## WORK TO BE COMPLETED
Every entry must be given again exactly as it is written.

DATA RECORDS section start

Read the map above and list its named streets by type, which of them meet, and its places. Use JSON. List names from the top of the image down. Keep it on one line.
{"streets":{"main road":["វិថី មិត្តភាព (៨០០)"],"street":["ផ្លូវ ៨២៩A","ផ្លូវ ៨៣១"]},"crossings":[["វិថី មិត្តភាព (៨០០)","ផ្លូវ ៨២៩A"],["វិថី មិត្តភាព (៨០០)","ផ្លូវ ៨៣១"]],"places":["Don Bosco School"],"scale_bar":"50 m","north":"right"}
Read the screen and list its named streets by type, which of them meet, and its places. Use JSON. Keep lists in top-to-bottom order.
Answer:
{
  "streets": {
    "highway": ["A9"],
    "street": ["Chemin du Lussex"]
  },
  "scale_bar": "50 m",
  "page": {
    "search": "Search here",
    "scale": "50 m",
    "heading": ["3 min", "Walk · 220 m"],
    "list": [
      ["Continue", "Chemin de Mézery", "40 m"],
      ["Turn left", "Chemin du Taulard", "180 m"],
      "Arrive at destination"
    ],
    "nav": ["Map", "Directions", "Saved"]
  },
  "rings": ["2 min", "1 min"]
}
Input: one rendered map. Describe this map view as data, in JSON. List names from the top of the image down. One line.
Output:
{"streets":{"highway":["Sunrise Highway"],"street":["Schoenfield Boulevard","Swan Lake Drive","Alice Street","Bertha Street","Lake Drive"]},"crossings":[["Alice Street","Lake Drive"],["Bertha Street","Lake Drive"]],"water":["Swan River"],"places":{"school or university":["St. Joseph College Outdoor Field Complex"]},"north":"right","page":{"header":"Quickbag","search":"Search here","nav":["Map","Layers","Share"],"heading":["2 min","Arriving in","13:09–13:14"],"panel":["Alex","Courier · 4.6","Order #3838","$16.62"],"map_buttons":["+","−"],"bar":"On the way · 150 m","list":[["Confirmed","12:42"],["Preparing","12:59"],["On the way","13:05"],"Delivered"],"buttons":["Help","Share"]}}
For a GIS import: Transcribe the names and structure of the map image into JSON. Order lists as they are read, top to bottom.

DATA RECORDS section end

## OUTPUT
Read the map above and list its named streets by type, which of them meet, and its places. Use JSON. List names from the top of the image down. Keep it on one line.
{"streets":{"main road":["វិថី មិត្តភាព (៨០០)"],"street":["ផ្លូវ ៨២៩A","ផ្លូវ ៨៣១"]},"crossings":[["វិថី មិត្តភាព (៨០០)","ផ្លូវ ៨២៩A"],["វិថី មិត្តភាព (៨០០)","ផ្លូវ ៨៣១"]],"places":["Don Bosco School"],"scale_bar":"50 m","north":"right"}
Read the screen and list its named streets by type, which of them meet, and its places. Use JSON. Keep lists in top-to-bottom order.
Answer:
{
  "streets": {
    "highway": ["A9"],
    "street": ["Chemin du Lussex"]
  },
  "scale_bar": "50 m",
  "page": {
    "search": "Search here",
    "scale": "50 m",
    "heading": ["3 min", "Walk · 220 m"],
    "list": [
      ["Continue", "Chemin de Mézery", "40 m"],
      ["Turn left", "Chemin du Taulard", "180 m"],
      "Arrive at destination"
    ],
    "nav": ["Map", "Directions", "Saved"]
  },
  "rings": ["2 min", "1 min"]
}
Input: one rendered map. Describe this map view as data, in JSON. List names from the top of the image down. One line.
Output:
{"streets":{"highway":["Sunrise Highway"],"street":["Schoenfield Boulevard","Swan Lake Drive","Alice Street","Bertha Street","Lake Drive"]},"crossings":[["Alice Street","Lake Drive"],["Bertha Street","Lake Drive"]],"water":["Swan River"],"places":{"school or university":["St. Joseph College Outdoor Field Complex"]},"north":"right","page":{"header":"Quickbag","search":"Search here","nav":["Map","Layers","Share"],"heading":["2 min","Arriving in","13:09–13:14"],"panel":["Alex","Courier · 4.6","Order #3838","$16.62"],"map_buttons":["+","−"],"bar":"On the way · 150 m","list":[["Confirmed","12:42"],["Preparing","12:59"],["On the way","13:05"],"Delivered"],"buttons":["Help","Share"]}}
For a GIS import: Transcribe the names and structure of the map image into JSON. Order lists as they are read, top to bottom.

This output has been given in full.